In the past, virtually all construction activity was performed on site. Every element of the structure was prepared and custom fitted into the building as it was being constructed. Over time, with experience, certain construction industry tolerances developed and evolved to become industry standards.
Construction tolerances may be defined as the allowable deviation from specified or designed values. They primarily serve as a protection for both the "buyer" (building owner in construction) as well as the "seller" (the contractor in construction) of the product or service. The owner is protected by knowing that the workmanship of the project must fall within the accepted range of the prescribed tolerances. The contractor is protected by having an accepted variation from the specified project values or measurements.
Since almost nothing in manufacturing or construction is exact, some trade groups have developed an extensive collection of tolerances that have become accepted standards in the construction industry. The following is an abbreviated list of some of the more commonly accepted standards.

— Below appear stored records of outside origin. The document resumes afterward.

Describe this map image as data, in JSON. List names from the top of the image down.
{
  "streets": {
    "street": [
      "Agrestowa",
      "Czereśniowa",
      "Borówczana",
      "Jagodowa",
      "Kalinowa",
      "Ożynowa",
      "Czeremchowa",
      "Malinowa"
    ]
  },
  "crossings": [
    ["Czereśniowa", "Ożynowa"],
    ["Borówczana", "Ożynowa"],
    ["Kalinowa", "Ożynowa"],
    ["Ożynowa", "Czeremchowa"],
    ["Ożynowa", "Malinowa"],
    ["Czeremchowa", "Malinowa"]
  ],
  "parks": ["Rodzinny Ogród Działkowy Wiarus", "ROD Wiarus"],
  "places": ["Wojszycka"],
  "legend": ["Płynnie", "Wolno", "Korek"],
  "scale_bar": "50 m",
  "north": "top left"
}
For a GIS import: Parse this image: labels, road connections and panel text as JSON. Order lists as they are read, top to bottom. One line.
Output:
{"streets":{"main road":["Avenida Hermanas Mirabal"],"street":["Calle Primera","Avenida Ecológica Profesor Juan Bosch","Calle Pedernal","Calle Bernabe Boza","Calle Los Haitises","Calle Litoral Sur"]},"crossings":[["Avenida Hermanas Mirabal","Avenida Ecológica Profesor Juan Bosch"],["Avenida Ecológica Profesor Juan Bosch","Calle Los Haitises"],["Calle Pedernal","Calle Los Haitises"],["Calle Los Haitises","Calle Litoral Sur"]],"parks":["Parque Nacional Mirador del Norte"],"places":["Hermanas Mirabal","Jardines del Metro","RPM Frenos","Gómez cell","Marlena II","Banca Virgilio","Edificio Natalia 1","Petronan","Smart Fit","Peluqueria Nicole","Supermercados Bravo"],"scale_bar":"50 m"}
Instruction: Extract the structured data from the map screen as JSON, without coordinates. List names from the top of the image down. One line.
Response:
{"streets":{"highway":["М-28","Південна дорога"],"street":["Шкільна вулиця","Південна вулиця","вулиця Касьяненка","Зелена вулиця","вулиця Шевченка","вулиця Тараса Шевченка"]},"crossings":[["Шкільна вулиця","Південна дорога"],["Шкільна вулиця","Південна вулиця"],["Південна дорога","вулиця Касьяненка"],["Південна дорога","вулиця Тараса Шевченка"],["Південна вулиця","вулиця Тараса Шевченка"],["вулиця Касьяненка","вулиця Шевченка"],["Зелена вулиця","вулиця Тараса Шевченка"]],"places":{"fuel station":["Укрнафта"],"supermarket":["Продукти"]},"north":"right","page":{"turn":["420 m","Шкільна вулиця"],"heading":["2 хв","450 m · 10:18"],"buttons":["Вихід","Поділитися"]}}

Very few, if any, of these tolerances or industry standards in use today are based on research or hard data. There is virtually no field research and analysis of most of the construction tolerances in use today. It should be noted that each industry develops its own tolerance standards that are derived from its own experience and collective judgment and its own economic considerations of what they have determined to be reasonable and cost-effective.
There has not been a concerted effort to assess the compatibility of these diverse tolerances when they interact with those of other groups and how they affect each other and, therefore, the resulting structure. In light of the fact that steel and concrete are used together, masonry is attached to or may support either steel or concrete building elements, every commercial and many residential buildings have framed glass, and sealants are expected to fill all sorts of the building joints, this has ultimately resulted in problems of fitting such elements together, invariably leading to the use of shims as an integral part of the construction practice.
Still, code committees often set standards based on such tolerances given the lack of potential compatibility and possible adverse interactions. These tolerances have become commonly accepted practice and appear in our project specifications. The ultimate question is how "good" are the tolerances set forth by one group when utilized in conjunction with those proposed by another in the construction process. And what are the potential implication of these over the life of the structure?
The project specifications spell out the expected quality standards for the project. These directly or indirectly include industry standard tolerances. These tolerances allow variations from a given dimension, quantity, practice, expected function, "look," or performance as well as the acceptable amount or range of the deviation, potentially affecting given values, dimensions, lines, grids, alignment, or location in the final product. These prevailing acceptable tolerances may end up affecting the production of materials, assemblies, fabrication, and/or installation activities related to the construction project. As a result, this generally affects the completed project in some shape, manner, or form.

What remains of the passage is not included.